#### WORK TO BE COMPLETED:
The lines you return should be those containing the string "JSON", taken from the data below.

#### DATA SHOWN:

_ _ _ _ _

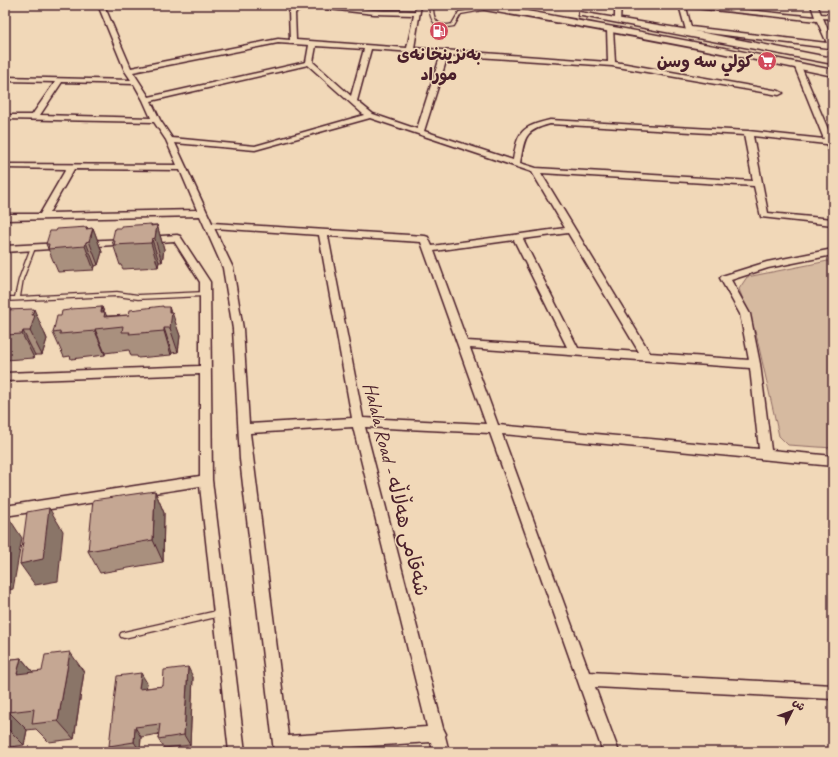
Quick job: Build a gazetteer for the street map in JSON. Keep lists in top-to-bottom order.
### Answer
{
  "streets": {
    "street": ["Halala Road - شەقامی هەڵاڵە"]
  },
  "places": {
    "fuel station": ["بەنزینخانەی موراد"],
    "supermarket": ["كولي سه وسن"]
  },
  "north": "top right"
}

_ _ _ _ _

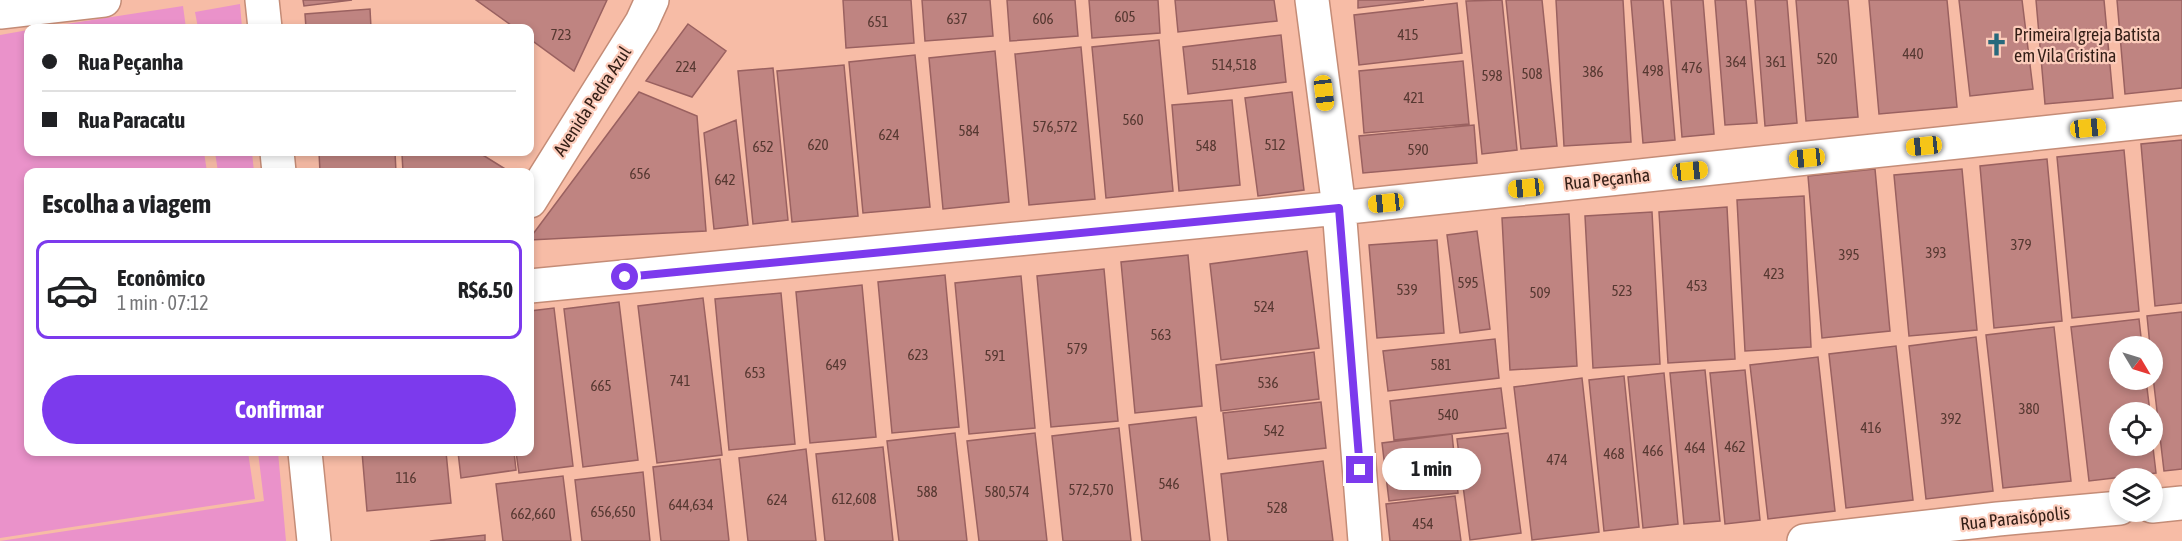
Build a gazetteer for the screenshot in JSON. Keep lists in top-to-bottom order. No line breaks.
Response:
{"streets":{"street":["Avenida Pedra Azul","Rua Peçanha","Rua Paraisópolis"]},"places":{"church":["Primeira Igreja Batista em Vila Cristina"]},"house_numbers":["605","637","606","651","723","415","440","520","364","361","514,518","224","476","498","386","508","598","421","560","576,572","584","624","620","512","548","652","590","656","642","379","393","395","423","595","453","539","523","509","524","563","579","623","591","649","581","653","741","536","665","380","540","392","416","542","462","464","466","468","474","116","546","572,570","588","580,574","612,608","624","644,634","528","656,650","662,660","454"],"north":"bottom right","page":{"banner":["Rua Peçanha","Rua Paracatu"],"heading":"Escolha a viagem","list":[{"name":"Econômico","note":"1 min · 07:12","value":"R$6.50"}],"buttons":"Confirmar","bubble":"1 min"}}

_ _ _ _ _

#### EXERCISE ANSWER:
Quick job: Build a gazetteer for the street map in JSON. Keep lists in top-to-bottom order.
Build a gazetteer for the screenshot in JSON. Keep lists in top-to-bottom order. No line breaks.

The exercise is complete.